005: Resiliency Through Failure

A crash-course in building more durable systems

Jun 16, 2023

Thank you for joining us for today’s 5 Minute Tech Challenge! We’re so glad you’re a part our community. Today, we learn from Abhinav Ramakrishnan, a staff software engineer at Meta. Let’s get to learning, Abhinav!

Every system around you will fall over at some point – it’s just a matter of time. And then, an initiative to “make the system more resilient” gets green-lit, and all of a sudden there are war-rooms and virtual teams focused on improving resiliency. You’re in there trying to figure out what to do and what went wrong, and you’re not sure where to start. I’m hoping this post can be a launching-pad for that discussion.

Resiliency - 100s: Catch your failures

*Don’t test your code because that slows down development.*

Resiliency 101: Test, Test, Test

No - I don’t mean you need to run each test three times, but there’s an idea! I just mean that to build reliable & resilient systems you need to be testing your system regularly. As you’re pushing changes out you want to build confidence that you’ve not broken anything, and you want this to happen at a regular cadence in an automated way.

My personal test-hierarchy is as follows:

Integration-tests are critical – they’re like unit-tests, but work on packages of code instead of a single class. This makes them easier to write than end-to-end (E2E) tests (which have external dependencies), and more valuable than unit-tests since they also test how things integrate.
Second come E2E tests that test the entire flow of a feature. This gives you confidence that what the user sees isn’t broken. If these were easy to write, they’d be numero uno, but they’re rarely easy and often flaky which makes them second in my ranking.
Last are unit-tests. They’re helpful when you’re trying to refactor something, but classes change too often for unit-tests to have durable value.

Food for thought: paying someone to exclusively test your product is not something I understand. It frees up time for devs, but it also means that they never fully understand the end-user experience. There isn’t anything like breaking your own product to teach you where you went wrong.

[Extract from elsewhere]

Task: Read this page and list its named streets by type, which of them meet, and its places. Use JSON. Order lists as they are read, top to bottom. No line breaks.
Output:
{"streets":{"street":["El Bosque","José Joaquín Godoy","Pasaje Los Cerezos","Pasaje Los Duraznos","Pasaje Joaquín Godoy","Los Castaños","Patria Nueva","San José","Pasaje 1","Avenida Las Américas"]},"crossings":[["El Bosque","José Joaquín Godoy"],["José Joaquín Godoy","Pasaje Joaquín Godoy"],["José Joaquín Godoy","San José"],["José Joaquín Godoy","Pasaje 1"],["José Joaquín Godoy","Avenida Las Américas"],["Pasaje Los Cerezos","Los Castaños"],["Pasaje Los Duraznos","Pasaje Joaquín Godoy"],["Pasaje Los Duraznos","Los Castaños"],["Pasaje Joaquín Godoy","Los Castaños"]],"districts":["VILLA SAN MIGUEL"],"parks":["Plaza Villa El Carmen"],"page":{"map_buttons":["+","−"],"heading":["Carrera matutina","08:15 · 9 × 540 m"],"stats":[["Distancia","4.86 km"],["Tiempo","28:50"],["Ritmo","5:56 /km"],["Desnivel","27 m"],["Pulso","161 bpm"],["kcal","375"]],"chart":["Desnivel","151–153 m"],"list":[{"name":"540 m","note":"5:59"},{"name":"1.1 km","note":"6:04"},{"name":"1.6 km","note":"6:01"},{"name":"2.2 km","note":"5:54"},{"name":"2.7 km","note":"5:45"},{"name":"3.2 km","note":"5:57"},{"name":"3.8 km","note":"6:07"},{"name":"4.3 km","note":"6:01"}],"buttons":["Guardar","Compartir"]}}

Resiliency 102: Monitoring and Alerting

It’s hard to solve a problem if you don’t know what’s wrong. Logs are useful, but don’t paint the aggregate picture. What you need is near-real-time information about a system’s state & health – hence monitoring and alerting. By itself, monitoring and alerting isn’t going to magically make your system more resilient. But it can help with early detection of potential issues and can enable teams to respond in a timely manner. There’re also secondary benefits – such as highlighting performance regressions, etc. But that’s a bonus.

My suggestion here is to have tiers of dashboards:

At the level of business function, that walks through business metrics you’re trying to uphold/drive (e.g. number of orders fulfilled, number of packages shipped, labor deficit in a warehouse, number of active daily customers, etc.)
High-level system health-metrics (# of errors, proof-of-work done, etc.) to tell you which system might be facing issues when something’s wrong
Detailed dashboards scoped to a system (latencies for individual calls, metrics on dependencies, etc) to tell you precisely what’s going wrong. This allows you to quickly triage an issue when something inevitably goes wrong – and hey, if it’s not affecting the bottom-line, you might as well go to sleep and fix it in the morning.

Resiliency - 200s: Do good work

*Do many things at once so when something goes wrong, you never notice.*

Resiliency 201: Procrastinate

If you own an e-commerce site and someone’s paid for an order, you don’t want to be spinning a loading screen until someone goes out and ships a box. Ain’t nobody got time for that. Instead, you just say: I charged your credit-card, and I’ll get around to sending you what you asked for; asynchronous scheduled work - i.e. a queue. Queues allow you to defer work while smoothing out load to your system and decoupling it from other systems. Use them where you can.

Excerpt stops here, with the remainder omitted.